How fucking pretentious. GARDEN ATTIRE?

by Anonymousreply 61May 15, 2024 6:01 PM

You guys are making jokes, but this might be the start of OP's social season. He will need proper outfits. Garden attire season doesn't really end before June 21, before we switch to summer attire. I'm kind of surprised that a gay man doesn't know what garden attire is or already has 2 or 3 options already in his closet, but you live, you learn.

by Anonymousreply 62May 15, 2024 6:34 PM

Sotto voce: "He's asking what is garden attired. Really, NOK:"

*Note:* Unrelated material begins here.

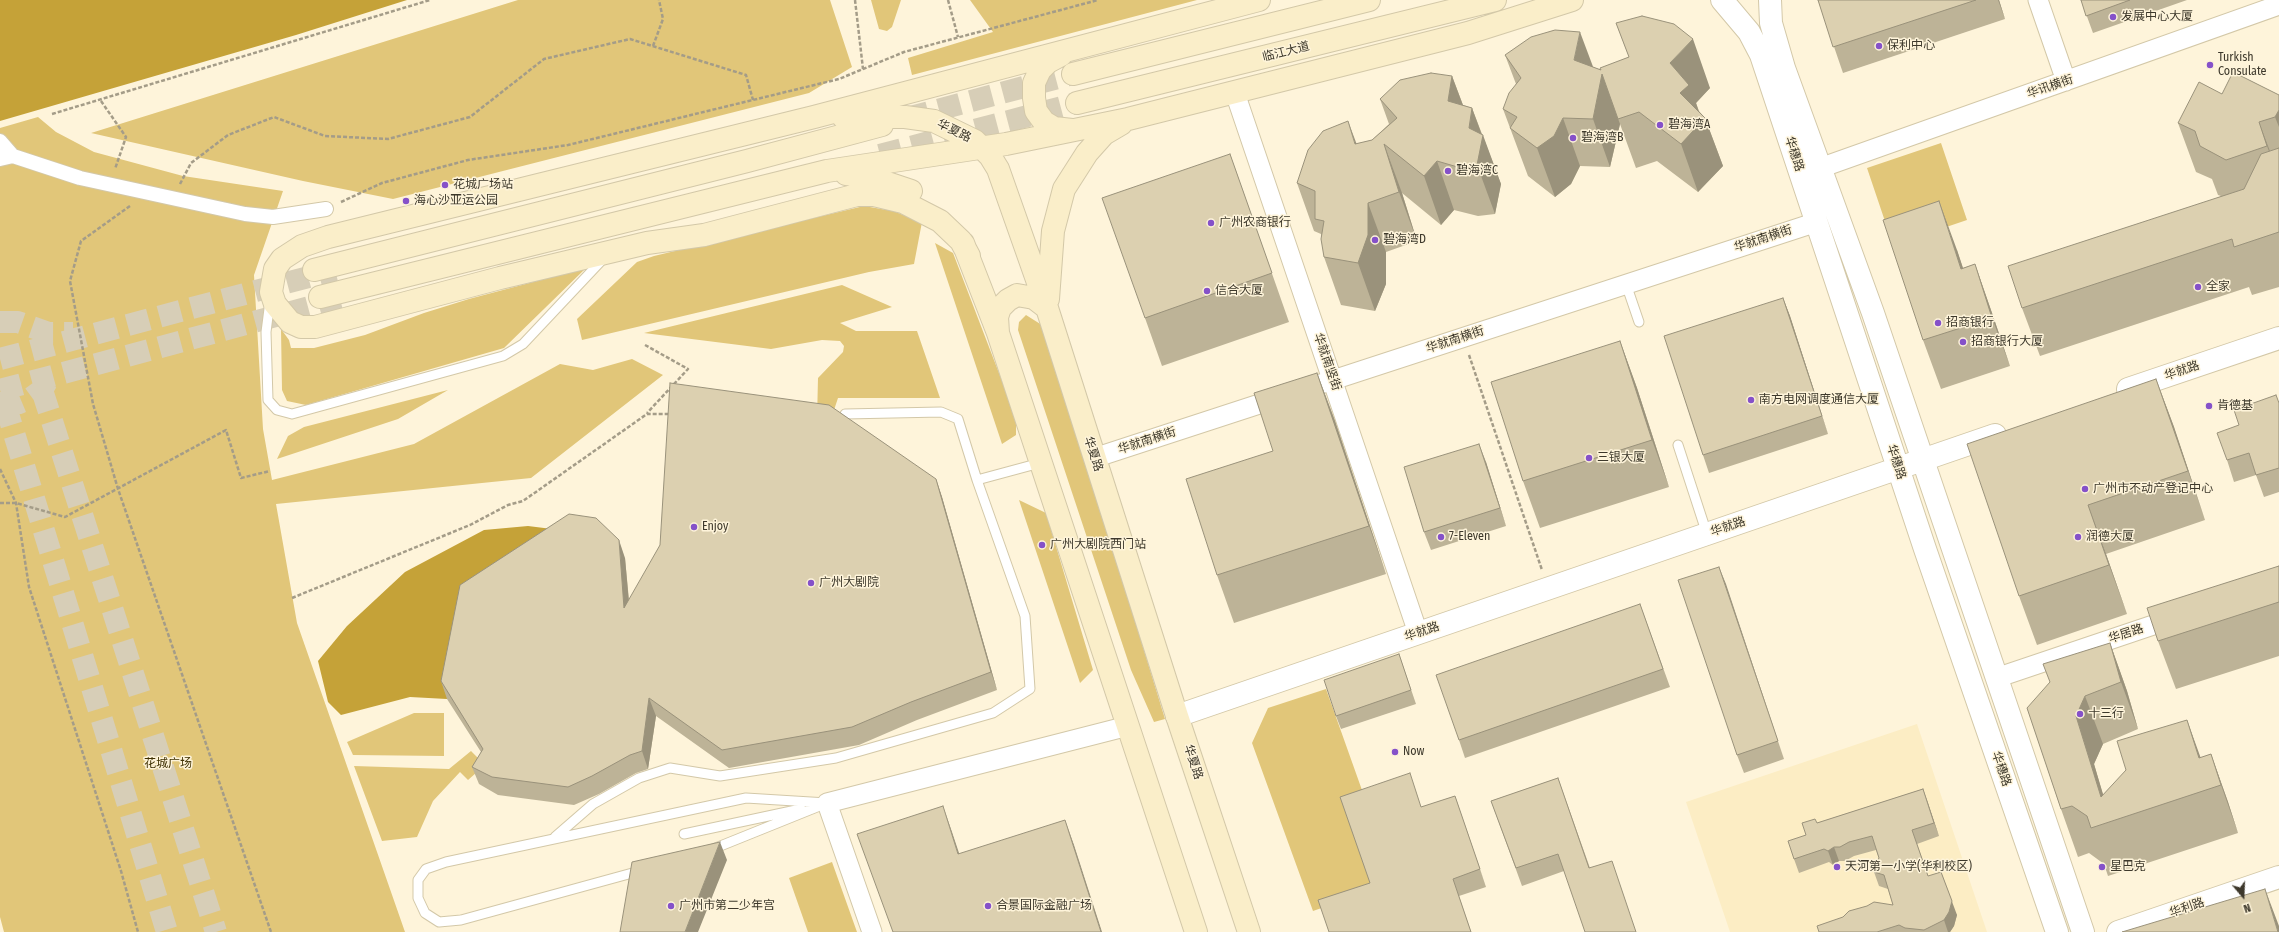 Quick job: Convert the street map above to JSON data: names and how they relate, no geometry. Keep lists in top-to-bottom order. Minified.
{"streets":{"main road":["临江大道","华夏路"],"street":["华讯横街","华穗路","华就南横街","华就南竖街","华就路","华居路","华利路"]},"crossings":[["华讯横街","华穗路"],["华夏路","华就南横街"],["华夏路","华就路"],["华穗路","华就南横街"],["华穗路","华就路"],["华穗路","华居路"],["华就南横街","华就南竖街"],["华就南竖街","华就路"]],"parks":["花城广场"],"places":["发展中心大厦","保利中心","Turkish Consulate","碧海湾A","碧海湾B","碧海湾C","花城广场站","海心沙亚运公园","广州农商银行","碧海湾D","全家","信合大厦","招商银行","招商银行大厦","南方电网调度通信大厦","肯德基","三银大厦","广州市不动产登记中心","Enjoy","7-Eleven","润德大厦","广州大剧院西门站","广州大剧院","十三行","Now","天河第一小学(华利校区)","星巴克","广州市第二少年宫","合景国际金融广场"],"north":"bottom"}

by Anonymousreply 63May 15, 2024 6:36 PM

It's Sacramento, wear whatever you wear when you have to be outdoors in a central valley summer. Oh right, we don't fucking go outside in the noonday sun here. Mad dogs and Englishmen do.

If the bride and groom insist on torturing their guests, wear a baseball hat and an Oakland A's t-shirt, that'll show em.

by Anonymousreply 64May 15, 2024 6:56 PM

[quote]You guys are making jokes, but this might be the start of OP's social season.

It's Sacramento. So shorts and a polo shirt then? BYOB?

by Anonymousreply 65May 15, 2024 7:04 PM

Caftans, for air circulation.

by Anonymousreply 66May 15, 2024 8:20 PM

R62 I was making jokes about middlebrow Sacramento but you are right to respect appropriate clothing for events. I was focused on the trend of weddings becoming increasingly callous to the comfort of guests but that's no excuse for responding in kind, rather the reverse.